A cosa serve un fucile? A commettere la colpa delle colpe: uccidere. A cosa serve un fucile migliore? A commettere quella colpa ’con più soddisfazione’.
Dà questa (nefanda) soddisfazione il kalashnikov? Sì, sempre data. L’ho avuto in mano sotto le armi, ce lo passavamo tra colleghi ufficiali, e poi ci guardavamo in faccia: è più leggero, più equilibrato, meglio impugnabile, più maneggevole delle nostre armi Nato. Un fucile serve anche per armare gli eserciti che combattono per una giusta causa, per difendere il proprio Paese, per proteggere la pace, per fermare assassini, narcotrafficanti, banditi di tutte le specie, e allora perché dire che la soddisfazione che dà quest’arma è ’nefanda’?
’Nefanda’ un’arma inventata dagli altri, ’benigna’ un’arma inventata da noi? No, non è così. È che quest’arma l’abbiamo vista alle spalle di Osama, poggiata al muro della caverna da cui registrava i suoi messaggi; la vediamo imbracciata dai guerriglieri di al-Qaeda, nei filmati che loro stessi diffondono; perfino dalle guerrigliere; perfino dai bambini-soldati; perfino dai ragazzi sequestratori che custodivano Quirico. Costoro trattavano i loro kalashnikov come i nostri ragazzi trattano gli zainetti: se li scrollavano di dosso, li buttavano per terra e andavano via. Quirico e il suo compagno di prigionia han guardato questi mitra lì a un passo e han pensato: «Li prendiamo? Ammazziamo i nostri stupidi carcerieri e scappiamo?». Ma il cristiano Quirico ha concluso: «A uccidere, io non ce la faccio».
Che i sequestratori li dimenticassero per terra significa una cosa: questa è l’arma degli impreparati, dei soldati improvvisati, dei bambini, delle donne. È l’arma che ingigantisce a dismisura il numero dei combattenti sulla Terra.

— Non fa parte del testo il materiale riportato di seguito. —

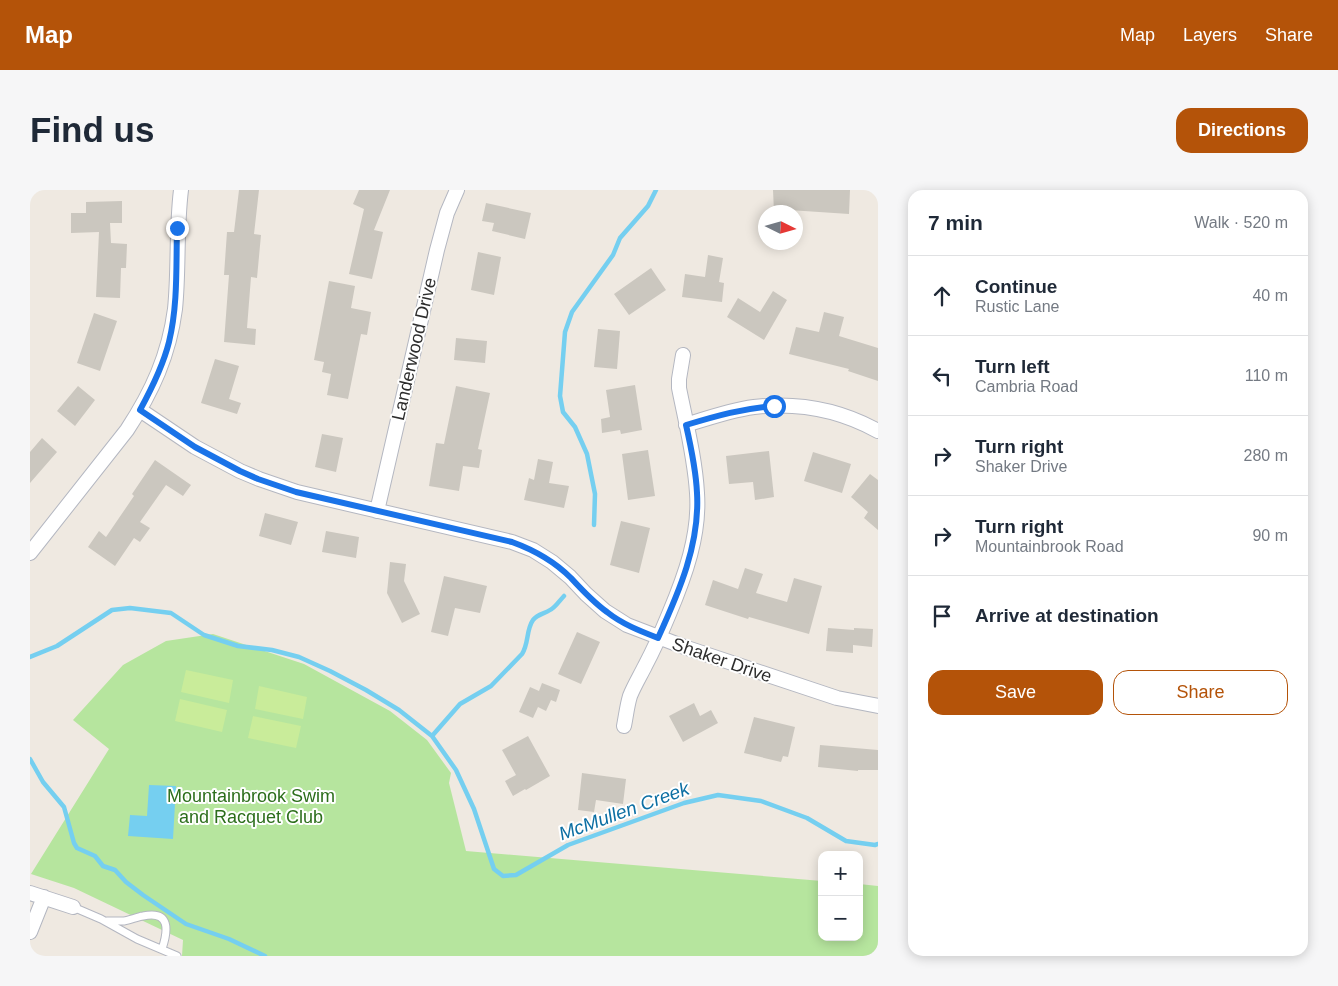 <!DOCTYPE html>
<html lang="en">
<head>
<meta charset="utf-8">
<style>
  :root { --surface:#fff; --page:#f6f6f7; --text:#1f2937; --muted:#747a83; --line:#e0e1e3; --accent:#b45309 }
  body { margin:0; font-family:Arial,sans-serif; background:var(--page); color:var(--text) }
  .controls { position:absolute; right:15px; bottom:15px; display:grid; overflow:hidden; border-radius:10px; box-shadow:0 2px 12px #0003 }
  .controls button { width:45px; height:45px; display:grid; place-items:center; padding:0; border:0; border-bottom:1px solid var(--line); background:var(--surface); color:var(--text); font:25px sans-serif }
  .compass { position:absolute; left:728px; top:15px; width:45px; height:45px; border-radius:50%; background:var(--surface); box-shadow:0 2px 12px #0003; rotate:95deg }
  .stop { position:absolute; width:15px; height:15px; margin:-11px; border:4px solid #1a73e8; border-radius:50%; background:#fff }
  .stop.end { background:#1a73e8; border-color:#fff; box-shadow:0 1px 5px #0008 }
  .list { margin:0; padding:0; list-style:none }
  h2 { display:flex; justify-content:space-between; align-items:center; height:65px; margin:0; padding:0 20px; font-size:21px }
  h2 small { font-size:16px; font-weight:400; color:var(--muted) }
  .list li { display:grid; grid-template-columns:32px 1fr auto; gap:15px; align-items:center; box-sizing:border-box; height:80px; padding:0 20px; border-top:1px solid var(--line) }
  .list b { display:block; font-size:19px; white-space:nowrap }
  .list p { margin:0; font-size:16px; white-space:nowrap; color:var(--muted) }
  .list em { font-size:16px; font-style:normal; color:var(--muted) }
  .actions { display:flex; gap:10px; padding:15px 20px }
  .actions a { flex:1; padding:11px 0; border:1px solid var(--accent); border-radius:15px; text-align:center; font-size:18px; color:var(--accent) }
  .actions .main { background:var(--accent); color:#fff }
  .icon { flex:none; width:28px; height:28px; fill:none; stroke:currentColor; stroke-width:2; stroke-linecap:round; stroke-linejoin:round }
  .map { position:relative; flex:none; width:848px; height:766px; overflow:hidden; border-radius:15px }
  header { display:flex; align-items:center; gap:30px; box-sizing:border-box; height:70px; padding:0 25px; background:var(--accent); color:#fff }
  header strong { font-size:24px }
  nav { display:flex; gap:28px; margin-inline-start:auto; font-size:18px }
  .intro { display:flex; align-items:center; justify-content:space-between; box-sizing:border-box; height:120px; padding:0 30px }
  h1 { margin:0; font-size:35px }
  .button { padding:12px 22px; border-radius:15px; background:var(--accent); color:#fff; font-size:18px; font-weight:700 }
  main { display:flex; gap:30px; padding:0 30px }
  aside { flex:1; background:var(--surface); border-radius:15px; box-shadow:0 2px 12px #0003 }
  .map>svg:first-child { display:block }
</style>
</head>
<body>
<header>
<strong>Map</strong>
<nav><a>Map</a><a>Layers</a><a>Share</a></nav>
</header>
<div class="intro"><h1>Find us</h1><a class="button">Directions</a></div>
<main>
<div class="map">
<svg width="848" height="766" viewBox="0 0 848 766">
  <rect width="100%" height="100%" fill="#efe9e1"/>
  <path fill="#b6e59e" d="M 183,444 L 274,474 L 360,521 L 397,550 L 421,583 L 419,593 L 436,661 L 792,691 L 792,747 L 829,747 L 829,694 L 848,696 L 848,766 L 152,766 L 153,750 L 44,698 L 1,684 L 79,559 L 43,530 L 93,475 L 136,451 Z"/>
  <path fill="#c9ec9a" d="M 156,480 L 203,490 L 199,513 L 151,502 Z
    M 229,496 L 277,507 L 273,529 L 225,519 Z
    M 150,509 L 197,520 L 192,542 L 145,531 Z
    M 223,526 L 271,536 L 266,558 L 218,548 Z"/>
  <path fill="#75cff0" d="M 119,595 L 146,596 L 143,649 L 98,646 L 100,625 L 117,626 Z"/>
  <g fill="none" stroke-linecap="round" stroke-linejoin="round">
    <path stroke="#75cff0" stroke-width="4.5" d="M 564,335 L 565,304 L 557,264 L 545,237 L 533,222 L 530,206 L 535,142 L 542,122 L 583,65 L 590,48 L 618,16 L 626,0
      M 0,467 L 27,456 L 82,420 L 100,418 L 141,423 L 174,445 L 208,456 L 242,460 L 269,467 L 300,481 L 336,500 L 369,520 L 402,546 L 426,580 L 444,619 L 464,679 L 473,686 L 486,685 L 538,655 L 654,613 L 688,605 L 731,611 L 777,628 L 816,651 L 845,655 L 848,654
      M 402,546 L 430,514 L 461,496 L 492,464 C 499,453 496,440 503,430 C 508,424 514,424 520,420 C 525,418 530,410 534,406
      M 0,569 L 13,592 L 34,617 L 44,653 L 47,658 L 65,666 L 73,676 L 85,680 L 96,692 L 113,705 L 156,734 L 199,749 L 235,766"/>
  </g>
  <path fill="#cbc7bf" d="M 209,0 L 229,0 L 224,44 L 231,45 L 227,88 L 221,87 L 217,138 L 226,139 L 225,155 L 194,152 L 199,85 L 194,85 L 197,42 L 204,42 Z
    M 329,0 L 360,0 L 344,40 L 353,42 L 342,89 L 319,84 L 334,19 L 323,14 Z
    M 743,0 L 820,0 L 819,24 L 759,20 L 759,22 L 744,22 Z
    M 92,11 L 92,33 L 80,33 L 81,53 L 97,54 L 96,78 L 91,78 L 90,108 L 66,107 L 69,42 L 41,43 L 41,23 L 56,23 L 56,12 Z
    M 456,13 L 501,23 L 495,49 L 462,41 L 464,33 L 452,31 Z
    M 448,62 L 471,67 L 464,105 L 441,100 Z
    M 678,65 L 693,68 L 689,92 L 694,93 L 692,112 L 652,107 L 655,84 L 675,87 Z
    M 621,78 L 636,100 L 599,125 L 584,104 Z
    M 299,91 L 325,96 L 321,118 L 341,122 L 337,145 L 331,144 L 318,209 L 297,205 L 301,184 L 292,182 L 294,172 L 284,170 Z
    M 743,101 L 757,110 L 734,150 L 697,127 L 708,108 L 730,122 Z
    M 794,122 L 814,127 L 809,146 L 848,158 L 848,191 L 818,181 L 819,179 L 759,164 L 766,137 L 789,142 Z
    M 64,123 L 87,131 L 70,181 L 47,173 Z
    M 568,139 L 590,141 L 587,179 L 564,177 Z
    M 426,148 L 457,151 L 455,173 L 424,170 Z
    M 185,169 L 209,176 L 199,209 L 211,213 L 207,224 L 171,213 Z
    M 605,195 L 612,240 L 591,244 L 590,240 L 572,243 L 571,229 L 580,227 L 576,200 Z
    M 48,196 L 65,210 L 45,236 L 27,221 Z
    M 426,196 L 460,203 L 448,259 L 452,260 L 449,278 L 433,276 L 429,301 L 399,296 L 406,253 L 414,254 Z
    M 292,244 L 313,248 L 306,282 L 285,277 Z
    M 12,248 L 27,262 L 0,293 L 0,262 Z
    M 618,260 L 625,306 L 598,310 L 592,264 Z
    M 739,261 L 744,307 L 725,310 L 723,292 L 699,294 L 696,266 Z
    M 783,262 L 821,274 L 812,303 L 774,291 Z
    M 508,269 L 523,272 L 519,293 L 539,296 L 534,318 L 494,310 L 499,288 L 504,290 Z
    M 125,270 L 161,295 L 153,306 L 136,295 L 110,332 L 120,338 L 110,352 L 104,348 L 85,376 L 58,357 L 69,341 L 76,347 L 104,306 L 102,304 Z
    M 840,284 L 848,290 L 848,340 L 834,328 L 838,322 L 821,307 Z
    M 235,323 L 268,332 L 261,355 L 229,346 Z
    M 591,331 L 620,338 L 609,383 L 580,375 Z
    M 296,341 L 329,347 L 326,368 L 292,362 Z
    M 360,372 L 376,374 L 374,391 L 390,424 L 372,433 L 357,403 Z
    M 715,378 L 733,384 L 726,403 L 757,412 L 764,388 L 792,396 L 779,444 L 719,427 L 718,429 L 675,415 L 683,390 L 708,399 Z
    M 414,386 L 457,396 L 450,423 L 425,418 L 418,446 L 401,442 Z
    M 798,438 L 824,440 L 824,438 L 843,439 L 842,457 L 823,455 L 823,463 L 796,461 Z
    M 547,442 L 570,452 L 551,494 L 528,484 Z
    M 512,493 L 530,500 L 526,512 L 521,510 L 516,521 L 508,517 L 503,528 L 489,522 L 500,497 L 509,501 Z
    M 664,513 L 670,526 L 681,520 L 688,533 L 653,552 L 639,526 Z
    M 724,527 L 765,537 L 758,567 L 753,566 L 751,572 L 714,563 Z
    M 498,546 L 520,586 L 496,600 L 495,599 L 483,606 L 475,591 L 486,585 L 472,560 Z
    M 790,555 L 848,560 L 848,580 L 828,580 L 828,581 L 788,577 Z
    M 552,583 L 596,589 L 593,614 L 566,610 L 564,622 L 548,620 Z"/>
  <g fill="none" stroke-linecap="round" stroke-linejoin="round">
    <g stroke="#b4b7c1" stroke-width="9">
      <path id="lane" d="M 43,717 L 71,729 L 107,749 L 147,766
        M 77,731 C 83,731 88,731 94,731 C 100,730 107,727 113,726 C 141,720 138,741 132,759"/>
    </g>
    <g stroke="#b4b7c1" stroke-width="16">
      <path id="street" d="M 110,220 L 165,257 L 210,281 L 229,289 L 267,302 L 482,352 L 503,360 L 522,372 L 540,387 L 556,404 L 575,421 L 597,435 L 657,458 L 807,508 L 848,516
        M 656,235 C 678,228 701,220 724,217 C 767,212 810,220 848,241
        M 347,321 L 407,60 L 417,23 L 427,0
        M 0,363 L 97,240 C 122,202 139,165 145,119 C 149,80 146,40 151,0
        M 594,536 C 596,526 597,516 600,506 C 604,496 610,486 615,476 C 624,459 632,441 639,424 C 655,386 670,345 667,303 C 665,268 656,233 649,198 L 649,189 L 653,165
        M 0,703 L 43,717
        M 0,742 L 14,707"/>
    </g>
    <use href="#lane" stroke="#fff" stroke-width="7"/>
    <use href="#street" stroke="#fff" stroke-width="14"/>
  </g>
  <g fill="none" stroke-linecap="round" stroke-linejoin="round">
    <path stroke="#1a73e8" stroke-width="6" d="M 147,38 C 146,76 148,115 139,152 C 133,176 122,198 110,220 L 165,257 L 210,281 L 228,289 L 266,302 L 482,352 C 504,360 524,371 541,388 C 552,400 563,412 577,422 C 592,434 610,441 628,448 C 649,402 670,354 667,303 C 666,280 661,257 656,235 C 686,226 714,218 744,216"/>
  </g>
  <g text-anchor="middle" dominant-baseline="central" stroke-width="4" stroke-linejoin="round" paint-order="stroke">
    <g font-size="18" fill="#2e2e2e" stroke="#fff">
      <text transform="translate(384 159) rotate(-77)">Landerwood Drive</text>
      <text transform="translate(692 470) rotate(19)">Shaker Drive</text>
    </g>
    <g font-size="18" fill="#2c6e1b" stroke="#fff">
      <text x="221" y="606">Mountainbrook Swim<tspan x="221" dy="21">and Racquet Club</tspan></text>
    </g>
    <g font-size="19" font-style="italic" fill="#0d6fa3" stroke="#fff">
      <text transform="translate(594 621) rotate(-20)">McMullen Creek</text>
    </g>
  </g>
</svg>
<div class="controls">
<button>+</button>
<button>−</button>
</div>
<svg class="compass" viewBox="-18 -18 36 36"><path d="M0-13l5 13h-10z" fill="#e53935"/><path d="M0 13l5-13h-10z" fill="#747a83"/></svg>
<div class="stop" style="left:744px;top:216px"></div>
<div class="stop end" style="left:147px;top:38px"></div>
</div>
<aside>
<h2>7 min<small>Walk · 520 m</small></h2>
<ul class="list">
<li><svg class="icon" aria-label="ahead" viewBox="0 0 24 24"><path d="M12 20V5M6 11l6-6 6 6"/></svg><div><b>Continue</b><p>Rustic Lane</p></div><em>40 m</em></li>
<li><svg class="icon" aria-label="left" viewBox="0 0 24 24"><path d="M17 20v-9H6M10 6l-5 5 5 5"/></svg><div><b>Turn left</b><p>Cambria Road</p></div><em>110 m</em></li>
<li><svg class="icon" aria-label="right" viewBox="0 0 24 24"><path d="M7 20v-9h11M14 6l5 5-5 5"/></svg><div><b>Turn right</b><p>Shaker Drive</p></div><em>280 m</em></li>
<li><svg class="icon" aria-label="right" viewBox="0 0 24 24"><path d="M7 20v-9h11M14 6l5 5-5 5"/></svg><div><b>Turn right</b><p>Mountainbrook Road</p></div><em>90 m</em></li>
<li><svg class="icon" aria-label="arrive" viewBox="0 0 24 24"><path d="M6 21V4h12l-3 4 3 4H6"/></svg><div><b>Arrive at destination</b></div></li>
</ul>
<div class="actions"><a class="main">Save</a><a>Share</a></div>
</aside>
</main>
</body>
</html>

Perché? Perché è semplice, costa poco, si trova dappertutto, si può costruire abusivamente con una certa facilità. Lo fanno Cina, Corea, Vietnam. Così costa ancora meno. Chi commette la colpa delle colpe, cioè ammazza, ha una paura: che l’arma s’inceppi e lui, il killer, resti lì, e diventi un bersaglio. Una settimana fa un killer della camorra voleva uccidere la sua vittima in una strada filmata da una telecamera: abbiamo visto il killer (un grassone) avvicinarsi con calma, sparare un colpo, la vittima azzoppata cade a terra, il killer gli va sopra per finirlo con gli altri colpi. Ma l’arma s’inceppa, ha il colpo bloccato in canna, non funziona più. Il killer fa dietro-front e se ne va, lemme lemme. Per noi, un angelo ha protetto la vittima. Per il mancato assassino, il diavolo ci ha messo la coda. Questo problema (che lascia incompiuta la colpa delle colpe, uccidere, perché l’arma s’inceppa), non ci risulta per il kalashnikov: ha un’altissima affidabilità. Ma allora, perché lo riprogettano?
Cosa vogliono di più? A quanto si capisce, vogliono un’arma ancora più maneggevole (per le donne?, per i bambini?) e che abbia tre modalità di sparo: un colpo o tre colpi o a raffica. I tre colpi sono una novità. Sono anch’essi (suppongo) per un bersaglio singolo. Ma con un colpo solo il bersaglio singolo lo puoi mancare, con tre colpi no, neanche se è la prima volta che spari. Un’arma da attentato, agguato, resa dei conti.
Tanti eserciti faranno festa. Ma ancora di più, purtroppo, i malavitosi.